Given records START

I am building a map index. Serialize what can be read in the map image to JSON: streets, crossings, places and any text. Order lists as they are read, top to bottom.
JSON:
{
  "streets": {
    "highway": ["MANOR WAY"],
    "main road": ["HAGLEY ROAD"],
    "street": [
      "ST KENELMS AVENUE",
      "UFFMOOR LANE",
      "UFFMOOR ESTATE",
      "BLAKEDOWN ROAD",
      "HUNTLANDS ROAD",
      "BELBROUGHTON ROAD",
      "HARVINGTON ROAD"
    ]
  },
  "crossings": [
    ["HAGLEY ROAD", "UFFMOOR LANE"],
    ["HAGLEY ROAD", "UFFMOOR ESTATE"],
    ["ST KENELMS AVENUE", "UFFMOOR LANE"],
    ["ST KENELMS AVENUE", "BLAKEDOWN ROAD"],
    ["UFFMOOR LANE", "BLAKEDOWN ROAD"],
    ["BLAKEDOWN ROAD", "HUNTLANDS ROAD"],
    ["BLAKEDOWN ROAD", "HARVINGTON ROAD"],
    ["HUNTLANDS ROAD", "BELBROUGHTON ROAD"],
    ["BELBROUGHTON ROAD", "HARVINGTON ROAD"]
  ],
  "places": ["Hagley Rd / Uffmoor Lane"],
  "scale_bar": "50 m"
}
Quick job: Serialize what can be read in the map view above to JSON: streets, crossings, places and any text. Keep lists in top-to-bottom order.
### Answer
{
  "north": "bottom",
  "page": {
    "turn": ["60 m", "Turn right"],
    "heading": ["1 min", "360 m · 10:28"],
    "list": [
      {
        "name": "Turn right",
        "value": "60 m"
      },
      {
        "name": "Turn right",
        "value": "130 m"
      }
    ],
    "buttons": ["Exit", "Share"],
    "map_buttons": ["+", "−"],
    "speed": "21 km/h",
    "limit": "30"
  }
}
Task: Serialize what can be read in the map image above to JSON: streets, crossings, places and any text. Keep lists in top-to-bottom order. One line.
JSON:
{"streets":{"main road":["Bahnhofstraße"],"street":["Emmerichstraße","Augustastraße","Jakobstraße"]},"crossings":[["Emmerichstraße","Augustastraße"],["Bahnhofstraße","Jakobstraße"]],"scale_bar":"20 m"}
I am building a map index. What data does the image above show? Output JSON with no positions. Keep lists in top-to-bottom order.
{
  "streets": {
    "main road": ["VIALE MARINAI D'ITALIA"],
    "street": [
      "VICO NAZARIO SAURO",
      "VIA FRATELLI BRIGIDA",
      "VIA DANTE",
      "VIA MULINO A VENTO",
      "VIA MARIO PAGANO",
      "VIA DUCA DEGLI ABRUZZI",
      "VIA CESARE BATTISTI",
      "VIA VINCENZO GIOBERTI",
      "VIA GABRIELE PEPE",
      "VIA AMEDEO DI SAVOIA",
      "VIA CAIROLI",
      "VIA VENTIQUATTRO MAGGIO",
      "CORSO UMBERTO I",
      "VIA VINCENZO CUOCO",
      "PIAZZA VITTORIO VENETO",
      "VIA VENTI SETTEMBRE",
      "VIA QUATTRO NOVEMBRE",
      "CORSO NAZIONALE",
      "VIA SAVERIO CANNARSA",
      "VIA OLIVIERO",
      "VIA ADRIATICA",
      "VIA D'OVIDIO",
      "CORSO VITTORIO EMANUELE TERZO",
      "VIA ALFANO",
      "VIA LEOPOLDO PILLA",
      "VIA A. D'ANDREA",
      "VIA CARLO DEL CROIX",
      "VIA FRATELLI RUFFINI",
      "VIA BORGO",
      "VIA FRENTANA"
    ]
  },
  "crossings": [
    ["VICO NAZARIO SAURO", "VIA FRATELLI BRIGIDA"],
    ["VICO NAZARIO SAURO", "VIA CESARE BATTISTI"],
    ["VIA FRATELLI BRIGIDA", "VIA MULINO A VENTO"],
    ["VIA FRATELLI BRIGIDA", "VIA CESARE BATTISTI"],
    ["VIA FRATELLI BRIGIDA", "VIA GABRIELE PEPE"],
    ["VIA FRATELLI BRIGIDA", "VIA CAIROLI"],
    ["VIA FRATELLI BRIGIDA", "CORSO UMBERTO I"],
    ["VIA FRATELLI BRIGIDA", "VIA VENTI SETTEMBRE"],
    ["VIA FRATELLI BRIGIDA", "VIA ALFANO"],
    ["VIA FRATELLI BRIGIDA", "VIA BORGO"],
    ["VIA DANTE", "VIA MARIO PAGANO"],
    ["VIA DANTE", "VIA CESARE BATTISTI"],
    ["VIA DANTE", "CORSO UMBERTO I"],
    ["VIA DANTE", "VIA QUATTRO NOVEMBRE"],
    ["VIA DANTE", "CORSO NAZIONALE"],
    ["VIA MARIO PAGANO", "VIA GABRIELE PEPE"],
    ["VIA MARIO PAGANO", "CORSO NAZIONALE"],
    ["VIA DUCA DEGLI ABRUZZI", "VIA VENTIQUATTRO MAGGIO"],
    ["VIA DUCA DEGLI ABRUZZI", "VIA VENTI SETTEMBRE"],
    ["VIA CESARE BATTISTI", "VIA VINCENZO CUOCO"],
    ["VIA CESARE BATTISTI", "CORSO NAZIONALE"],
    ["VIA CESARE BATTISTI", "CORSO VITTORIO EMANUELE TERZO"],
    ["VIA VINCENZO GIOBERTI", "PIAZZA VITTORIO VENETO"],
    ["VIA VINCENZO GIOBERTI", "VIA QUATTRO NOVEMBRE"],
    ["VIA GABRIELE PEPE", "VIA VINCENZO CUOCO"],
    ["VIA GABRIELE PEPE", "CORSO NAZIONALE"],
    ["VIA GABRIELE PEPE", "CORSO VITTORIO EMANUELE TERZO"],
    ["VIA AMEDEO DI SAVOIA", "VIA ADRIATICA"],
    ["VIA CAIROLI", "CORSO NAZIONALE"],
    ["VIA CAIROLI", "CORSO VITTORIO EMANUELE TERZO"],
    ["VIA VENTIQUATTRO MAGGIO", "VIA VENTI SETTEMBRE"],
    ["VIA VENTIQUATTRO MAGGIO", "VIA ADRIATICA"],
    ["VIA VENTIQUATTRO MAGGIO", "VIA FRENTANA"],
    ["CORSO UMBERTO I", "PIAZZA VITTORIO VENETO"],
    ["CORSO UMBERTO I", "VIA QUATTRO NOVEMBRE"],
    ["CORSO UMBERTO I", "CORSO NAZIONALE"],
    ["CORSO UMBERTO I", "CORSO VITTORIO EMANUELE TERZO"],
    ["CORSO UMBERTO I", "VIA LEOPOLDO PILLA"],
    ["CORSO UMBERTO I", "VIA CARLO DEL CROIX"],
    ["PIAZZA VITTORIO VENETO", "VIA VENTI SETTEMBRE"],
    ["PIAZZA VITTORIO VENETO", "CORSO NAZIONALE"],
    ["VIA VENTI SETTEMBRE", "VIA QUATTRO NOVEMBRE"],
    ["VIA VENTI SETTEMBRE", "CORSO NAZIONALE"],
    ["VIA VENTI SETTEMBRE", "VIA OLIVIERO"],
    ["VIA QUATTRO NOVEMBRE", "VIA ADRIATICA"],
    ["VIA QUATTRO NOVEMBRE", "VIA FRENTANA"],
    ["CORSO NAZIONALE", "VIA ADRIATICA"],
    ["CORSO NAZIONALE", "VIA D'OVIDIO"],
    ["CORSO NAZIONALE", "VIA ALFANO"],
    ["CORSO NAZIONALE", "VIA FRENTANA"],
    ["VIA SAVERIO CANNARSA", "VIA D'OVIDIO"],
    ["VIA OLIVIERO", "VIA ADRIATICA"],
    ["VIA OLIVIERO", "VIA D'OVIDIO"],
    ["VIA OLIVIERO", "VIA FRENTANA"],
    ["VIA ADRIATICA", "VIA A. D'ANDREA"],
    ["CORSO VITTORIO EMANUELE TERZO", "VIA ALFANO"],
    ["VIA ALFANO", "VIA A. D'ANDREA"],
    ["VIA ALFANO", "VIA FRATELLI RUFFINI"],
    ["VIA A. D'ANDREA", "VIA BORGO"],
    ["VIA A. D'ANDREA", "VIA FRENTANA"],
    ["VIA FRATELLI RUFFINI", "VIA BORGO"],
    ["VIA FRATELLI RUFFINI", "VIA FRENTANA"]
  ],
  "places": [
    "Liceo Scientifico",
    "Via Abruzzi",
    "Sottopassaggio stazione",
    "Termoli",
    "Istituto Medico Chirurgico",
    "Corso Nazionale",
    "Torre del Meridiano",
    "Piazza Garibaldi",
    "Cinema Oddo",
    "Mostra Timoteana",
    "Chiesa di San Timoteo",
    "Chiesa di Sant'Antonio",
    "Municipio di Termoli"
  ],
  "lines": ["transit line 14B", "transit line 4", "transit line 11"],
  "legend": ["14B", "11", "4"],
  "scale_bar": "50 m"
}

Given records END

* Description of the task *
Repeat, word for word, the lines from the start of the records to the line that contains "Quick job: Serialize", both of them included, and no others.

* Answer section *
I am building a map index. Serialize what can be read in the map image to JSON: streets, crossings, places and any text. Order lists as they are read, top to bottom.
JSON:
{
  "streets": {
    "highway": ["MANOR WAY"],
    "main road": ["HAGLEY ROAD"],
    "street": [
      "ST KENELMS AVENUE",
      "UFFMOOR LANE",
      "UFFMOOR ESTATE",
      "BLAKEDOWN ROAD",
      "HUNTLANDS ROAD",
      "BELBROUGHTON ROAD",
      "HARVINGTON ROAD"
    ]
  },
  "crossings": [
    ["HAGLEY ROAD", "UFFMOOR LANE"],
    ["HAGLEY ROAD", "UFFMOOR ESTATE"],
    ["ST KENELMS AVENUE", "UFFMOOR LANE"],
    ["ST KENELMS AVENUE", "BLAKEDOWN ROAD"],
    ["UFFMOOR LANE", "BLAKEDOWN ROAD"],
    ["BLAKEDOWN ROAD", "HUNTLANDS ROAD"],
    ["BLAKEDOWN ROAD", "HARVINGTON ROAD"],
    ["HUNTLANDS ROAD", "BELBROUGHTON ROAD"],
    ["BELBROUGHTON ROAD", "HARVINGTON ROAD"]
  ],
  "places": ["Hagley Rd / Uffmoor Lane"],
  "scale_bar": "50 m"
}
Quick job: Serialize what can be read in the map view above to JSON: streets, crossings, places and any text. Keep lists in top-to-bottom order.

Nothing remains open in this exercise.